Saved data entries:
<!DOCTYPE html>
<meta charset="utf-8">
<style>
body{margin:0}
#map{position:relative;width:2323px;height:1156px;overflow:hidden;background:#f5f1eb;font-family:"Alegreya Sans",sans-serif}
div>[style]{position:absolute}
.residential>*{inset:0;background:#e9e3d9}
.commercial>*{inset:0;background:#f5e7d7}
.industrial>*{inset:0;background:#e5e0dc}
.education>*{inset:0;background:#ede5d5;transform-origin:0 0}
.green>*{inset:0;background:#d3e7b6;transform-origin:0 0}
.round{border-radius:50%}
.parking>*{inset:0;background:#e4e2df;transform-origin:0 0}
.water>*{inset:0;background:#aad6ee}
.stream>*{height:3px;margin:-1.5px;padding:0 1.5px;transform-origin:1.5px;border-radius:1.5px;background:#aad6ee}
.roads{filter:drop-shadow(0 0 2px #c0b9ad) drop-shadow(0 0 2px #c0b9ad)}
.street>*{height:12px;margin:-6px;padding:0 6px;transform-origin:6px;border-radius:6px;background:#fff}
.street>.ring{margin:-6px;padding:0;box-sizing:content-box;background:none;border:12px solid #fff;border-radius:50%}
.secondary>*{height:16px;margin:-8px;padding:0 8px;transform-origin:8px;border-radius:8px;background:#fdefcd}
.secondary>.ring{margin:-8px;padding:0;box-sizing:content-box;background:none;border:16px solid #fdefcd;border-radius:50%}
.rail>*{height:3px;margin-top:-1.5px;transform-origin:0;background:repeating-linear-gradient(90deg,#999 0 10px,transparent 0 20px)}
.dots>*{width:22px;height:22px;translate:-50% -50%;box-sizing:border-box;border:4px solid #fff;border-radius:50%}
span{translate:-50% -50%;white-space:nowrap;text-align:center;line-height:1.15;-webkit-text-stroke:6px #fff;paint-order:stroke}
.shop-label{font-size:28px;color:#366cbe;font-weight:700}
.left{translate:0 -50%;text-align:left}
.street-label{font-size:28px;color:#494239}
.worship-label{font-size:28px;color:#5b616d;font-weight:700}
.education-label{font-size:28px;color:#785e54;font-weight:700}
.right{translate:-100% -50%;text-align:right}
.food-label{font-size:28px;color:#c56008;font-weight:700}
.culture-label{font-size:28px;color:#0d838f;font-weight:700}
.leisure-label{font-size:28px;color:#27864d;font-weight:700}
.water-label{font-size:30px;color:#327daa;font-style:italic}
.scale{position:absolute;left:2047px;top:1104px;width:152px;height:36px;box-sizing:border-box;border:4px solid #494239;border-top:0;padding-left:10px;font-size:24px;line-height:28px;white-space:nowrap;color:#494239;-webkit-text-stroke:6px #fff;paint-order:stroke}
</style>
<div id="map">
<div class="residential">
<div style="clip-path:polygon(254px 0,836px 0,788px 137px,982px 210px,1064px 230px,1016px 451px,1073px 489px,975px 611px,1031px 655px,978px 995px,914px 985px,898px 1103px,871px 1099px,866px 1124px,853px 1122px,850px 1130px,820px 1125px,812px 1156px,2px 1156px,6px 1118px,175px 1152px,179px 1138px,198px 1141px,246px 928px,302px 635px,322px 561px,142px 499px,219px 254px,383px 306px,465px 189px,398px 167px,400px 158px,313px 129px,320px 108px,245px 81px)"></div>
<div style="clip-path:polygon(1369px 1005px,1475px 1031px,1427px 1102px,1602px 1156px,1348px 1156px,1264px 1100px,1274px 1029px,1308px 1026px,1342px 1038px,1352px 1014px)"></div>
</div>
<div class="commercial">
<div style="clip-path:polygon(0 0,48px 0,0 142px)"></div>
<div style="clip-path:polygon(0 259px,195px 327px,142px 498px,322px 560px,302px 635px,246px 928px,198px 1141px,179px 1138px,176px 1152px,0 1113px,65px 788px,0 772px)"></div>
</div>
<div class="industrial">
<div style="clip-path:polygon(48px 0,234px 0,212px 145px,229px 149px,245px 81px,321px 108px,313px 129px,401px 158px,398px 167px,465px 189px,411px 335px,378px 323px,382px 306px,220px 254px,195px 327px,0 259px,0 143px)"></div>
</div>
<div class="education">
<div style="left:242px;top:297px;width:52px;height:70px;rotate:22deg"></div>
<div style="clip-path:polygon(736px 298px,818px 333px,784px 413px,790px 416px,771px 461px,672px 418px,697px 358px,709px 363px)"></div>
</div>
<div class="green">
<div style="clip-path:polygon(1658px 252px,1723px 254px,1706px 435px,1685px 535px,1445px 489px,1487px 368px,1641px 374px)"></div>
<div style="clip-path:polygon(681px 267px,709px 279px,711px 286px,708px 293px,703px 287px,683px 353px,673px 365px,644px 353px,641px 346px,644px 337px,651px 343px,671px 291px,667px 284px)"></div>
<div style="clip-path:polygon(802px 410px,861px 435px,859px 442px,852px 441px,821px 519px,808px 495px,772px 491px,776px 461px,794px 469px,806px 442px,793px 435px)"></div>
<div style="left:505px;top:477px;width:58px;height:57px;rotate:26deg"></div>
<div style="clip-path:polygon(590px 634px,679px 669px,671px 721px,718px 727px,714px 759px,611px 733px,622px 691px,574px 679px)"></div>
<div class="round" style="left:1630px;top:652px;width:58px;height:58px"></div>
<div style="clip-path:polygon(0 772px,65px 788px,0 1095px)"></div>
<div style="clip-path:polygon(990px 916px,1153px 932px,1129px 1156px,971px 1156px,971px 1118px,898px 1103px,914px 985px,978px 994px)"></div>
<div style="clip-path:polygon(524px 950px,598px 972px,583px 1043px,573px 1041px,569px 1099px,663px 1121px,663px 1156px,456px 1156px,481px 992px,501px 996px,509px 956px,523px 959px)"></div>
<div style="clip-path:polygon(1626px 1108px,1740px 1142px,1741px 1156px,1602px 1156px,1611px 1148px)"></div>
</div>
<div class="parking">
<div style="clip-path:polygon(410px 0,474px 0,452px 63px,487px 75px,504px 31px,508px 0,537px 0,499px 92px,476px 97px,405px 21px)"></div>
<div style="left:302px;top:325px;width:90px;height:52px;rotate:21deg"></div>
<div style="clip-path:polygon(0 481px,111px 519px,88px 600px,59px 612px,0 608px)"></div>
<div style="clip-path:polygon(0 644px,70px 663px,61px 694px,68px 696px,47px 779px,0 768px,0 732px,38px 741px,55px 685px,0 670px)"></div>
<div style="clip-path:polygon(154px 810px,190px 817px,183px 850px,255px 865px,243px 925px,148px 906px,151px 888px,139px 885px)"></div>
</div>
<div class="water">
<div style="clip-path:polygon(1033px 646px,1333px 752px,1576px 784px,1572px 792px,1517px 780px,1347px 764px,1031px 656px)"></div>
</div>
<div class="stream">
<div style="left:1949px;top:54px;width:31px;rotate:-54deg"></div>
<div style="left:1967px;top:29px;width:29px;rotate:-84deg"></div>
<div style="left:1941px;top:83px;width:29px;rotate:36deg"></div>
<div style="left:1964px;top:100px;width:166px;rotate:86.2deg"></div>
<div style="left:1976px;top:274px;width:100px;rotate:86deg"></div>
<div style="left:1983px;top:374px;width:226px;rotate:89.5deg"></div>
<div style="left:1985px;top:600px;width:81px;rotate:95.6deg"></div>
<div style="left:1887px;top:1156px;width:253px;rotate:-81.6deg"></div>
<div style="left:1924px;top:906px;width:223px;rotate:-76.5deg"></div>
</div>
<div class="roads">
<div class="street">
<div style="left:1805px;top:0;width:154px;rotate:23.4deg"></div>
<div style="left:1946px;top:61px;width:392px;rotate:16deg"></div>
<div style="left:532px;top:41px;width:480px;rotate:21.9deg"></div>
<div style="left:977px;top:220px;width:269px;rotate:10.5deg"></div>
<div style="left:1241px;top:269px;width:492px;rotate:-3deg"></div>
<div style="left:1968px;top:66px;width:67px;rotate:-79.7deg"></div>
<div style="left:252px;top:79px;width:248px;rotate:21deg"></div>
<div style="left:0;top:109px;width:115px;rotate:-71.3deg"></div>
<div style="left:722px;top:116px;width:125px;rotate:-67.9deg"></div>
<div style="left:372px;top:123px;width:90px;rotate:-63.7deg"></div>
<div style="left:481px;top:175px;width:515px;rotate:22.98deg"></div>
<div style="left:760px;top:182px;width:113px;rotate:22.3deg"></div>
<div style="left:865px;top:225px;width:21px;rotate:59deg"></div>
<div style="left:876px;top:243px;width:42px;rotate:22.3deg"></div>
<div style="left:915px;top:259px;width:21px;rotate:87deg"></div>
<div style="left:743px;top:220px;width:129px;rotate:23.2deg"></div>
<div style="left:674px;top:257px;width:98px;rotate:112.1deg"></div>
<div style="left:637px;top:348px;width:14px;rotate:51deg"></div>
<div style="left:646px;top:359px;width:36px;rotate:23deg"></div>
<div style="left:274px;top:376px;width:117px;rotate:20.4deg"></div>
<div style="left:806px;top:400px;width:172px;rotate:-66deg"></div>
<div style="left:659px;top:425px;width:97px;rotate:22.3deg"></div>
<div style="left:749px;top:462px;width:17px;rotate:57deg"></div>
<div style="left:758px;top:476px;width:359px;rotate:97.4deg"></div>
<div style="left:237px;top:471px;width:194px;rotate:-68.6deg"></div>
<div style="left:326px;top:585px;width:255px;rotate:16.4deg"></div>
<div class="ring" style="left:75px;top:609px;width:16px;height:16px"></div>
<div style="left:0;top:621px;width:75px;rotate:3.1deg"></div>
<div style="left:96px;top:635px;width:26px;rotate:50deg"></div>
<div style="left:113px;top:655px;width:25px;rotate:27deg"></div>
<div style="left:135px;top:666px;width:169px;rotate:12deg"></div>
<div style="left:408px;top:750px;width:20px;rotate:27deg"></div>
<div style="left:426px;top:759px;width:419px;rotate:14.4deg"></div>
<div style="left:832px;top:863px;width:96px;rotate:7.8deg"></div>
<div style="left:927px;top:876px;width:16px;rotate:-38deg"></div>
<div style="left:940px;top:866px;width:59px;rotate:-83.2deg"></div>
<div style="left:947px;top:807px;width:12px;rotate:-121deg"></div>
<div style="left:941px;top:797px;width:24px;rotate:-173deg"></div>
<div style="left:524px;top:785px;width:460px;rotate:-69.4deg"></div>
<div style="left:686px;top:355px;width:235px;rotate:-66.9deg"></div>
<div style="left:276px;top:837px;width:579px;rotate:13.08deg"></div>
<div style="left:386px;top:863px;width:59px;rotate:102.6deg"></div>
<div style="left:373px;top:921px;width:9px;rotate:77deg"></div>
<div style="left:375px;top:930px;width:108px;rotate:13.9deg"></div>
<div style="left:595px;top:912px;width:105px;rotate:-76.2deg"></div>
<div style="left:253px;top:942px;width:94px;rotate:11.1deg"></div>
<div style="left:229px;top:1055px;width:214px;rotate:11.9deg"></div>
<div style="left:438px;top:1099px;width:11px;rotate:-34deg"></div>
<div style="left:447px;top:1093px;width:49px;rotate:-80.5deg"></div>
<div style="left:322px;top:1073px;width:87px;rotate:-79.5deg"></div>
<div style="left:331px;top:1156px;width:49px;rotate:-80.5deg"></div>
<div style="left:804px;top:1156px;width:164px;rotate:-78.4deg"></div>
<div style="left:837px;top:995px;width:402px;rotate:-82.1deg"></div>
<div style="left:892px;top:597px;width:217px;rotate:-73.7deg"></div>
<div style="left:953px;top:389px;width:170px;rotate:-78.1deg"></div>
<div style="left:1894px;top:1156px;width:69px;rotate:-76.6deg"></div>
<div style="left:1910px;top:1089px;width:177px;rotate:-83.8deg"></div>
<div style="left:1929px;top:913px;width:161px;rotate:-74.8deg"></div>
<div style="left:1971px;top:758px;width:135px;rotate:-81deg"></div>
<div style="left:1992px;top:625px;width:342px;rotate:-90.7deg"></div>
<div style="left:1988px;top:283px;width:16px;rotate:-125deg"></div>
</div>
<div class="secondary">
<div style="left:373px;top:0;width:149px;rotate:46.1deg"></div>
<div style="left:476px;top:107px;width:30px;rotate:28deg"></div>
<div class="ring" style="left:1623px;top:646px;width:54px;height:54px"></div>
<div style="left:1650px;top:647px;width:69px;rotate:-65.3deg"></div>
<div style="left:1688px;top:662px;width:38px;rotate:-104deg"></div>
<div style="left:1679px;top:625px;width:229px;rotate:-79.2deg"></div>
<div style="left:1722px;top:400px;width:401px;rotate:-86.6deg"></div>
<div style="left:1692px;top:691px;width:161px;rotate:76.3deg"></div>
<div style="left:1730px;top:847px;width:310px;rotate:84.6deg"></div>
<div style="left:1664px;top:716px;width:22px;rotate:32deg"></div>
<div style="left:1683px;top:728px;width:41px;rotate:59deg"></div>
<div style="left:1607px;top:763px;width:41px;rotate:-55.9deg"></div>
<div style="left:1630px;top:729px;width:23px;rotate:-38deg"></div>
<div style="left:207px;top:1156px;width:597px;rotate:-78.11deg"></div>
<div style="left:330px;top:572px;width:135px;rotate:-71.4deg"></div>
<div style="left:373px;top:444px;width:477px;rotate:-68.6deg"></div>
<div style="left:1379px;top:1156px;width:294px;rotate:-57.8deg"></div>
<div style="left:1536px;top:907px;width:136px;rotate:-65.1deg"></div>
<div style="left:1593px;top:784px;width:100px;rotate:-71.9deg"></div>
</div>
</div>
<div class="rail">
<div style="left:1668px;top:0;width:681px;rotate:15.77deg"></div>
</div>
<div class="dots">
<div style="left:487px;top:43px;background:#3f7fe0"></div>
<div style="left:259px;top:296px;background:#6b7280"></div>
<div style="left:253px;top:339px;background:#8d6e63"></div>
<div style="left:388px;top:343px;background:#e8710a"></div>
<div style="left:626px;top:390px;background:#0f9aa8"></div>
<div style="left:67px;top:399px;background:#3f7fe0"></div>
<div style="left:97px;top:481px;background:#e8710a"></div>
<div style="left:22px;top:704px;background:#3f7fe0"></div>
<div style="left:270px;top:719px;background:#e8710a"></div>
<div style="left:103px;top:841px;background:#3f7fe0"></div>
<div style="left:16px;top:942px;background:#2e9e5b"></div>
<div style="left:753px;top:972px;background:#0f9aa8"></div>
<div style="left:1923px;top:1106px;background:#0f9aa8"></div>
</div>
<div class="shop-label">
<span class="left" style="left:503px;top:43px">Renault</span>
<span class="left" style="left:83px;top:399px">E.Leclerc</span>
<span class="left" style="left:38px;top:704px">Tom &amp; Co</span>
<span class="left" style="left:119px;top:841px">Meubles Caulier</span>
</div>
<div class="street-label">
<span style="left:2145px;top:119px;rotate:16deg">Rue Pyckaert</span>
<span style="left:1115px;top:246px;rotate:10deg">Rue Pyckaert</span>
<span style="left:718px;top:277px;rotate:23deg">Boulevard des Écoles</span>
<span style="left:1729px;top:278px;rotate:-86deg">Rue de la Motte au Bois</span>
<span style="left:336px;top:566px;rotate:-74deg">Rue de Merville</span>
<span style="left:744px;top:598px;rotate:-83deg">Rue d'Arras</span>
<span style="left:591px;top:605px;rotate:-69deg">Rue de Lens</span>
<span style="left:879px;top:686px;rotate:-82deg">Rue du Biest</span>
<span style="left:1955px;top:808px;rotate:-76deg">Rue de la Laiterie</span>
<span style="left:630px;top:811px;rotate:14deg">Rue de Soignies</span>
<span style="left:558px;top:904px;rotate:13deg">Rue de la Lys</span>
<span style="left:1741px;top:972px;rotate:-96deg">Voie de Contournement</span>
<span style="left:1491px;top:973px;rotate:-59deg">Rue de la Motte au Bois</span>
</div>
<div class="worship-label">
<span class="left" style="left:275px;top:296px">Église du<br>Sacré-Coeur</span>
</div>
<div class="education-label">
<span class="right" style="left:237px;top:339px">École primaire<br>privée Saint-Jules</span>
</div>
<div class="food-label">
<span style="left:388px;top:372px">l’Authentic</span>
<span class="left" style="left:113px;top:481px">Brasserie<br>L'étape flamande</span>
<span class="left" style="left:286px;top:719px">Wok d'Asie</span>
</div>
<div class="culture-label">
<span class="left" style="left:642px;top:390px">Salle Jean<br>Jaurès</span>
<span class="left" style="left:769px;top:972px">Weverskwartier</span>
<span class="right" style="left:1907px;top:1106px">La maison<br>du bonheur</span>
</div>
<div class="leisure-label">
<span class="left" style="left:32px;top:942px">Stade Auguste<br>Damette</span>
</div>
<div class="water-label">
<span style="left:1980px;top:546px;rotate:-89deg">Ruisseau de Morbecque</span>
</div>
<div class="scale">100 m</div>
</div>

**Task prompt**
Please tally the lines of the entries that hold "leisure" and give only the resulting number.

**Response box**
2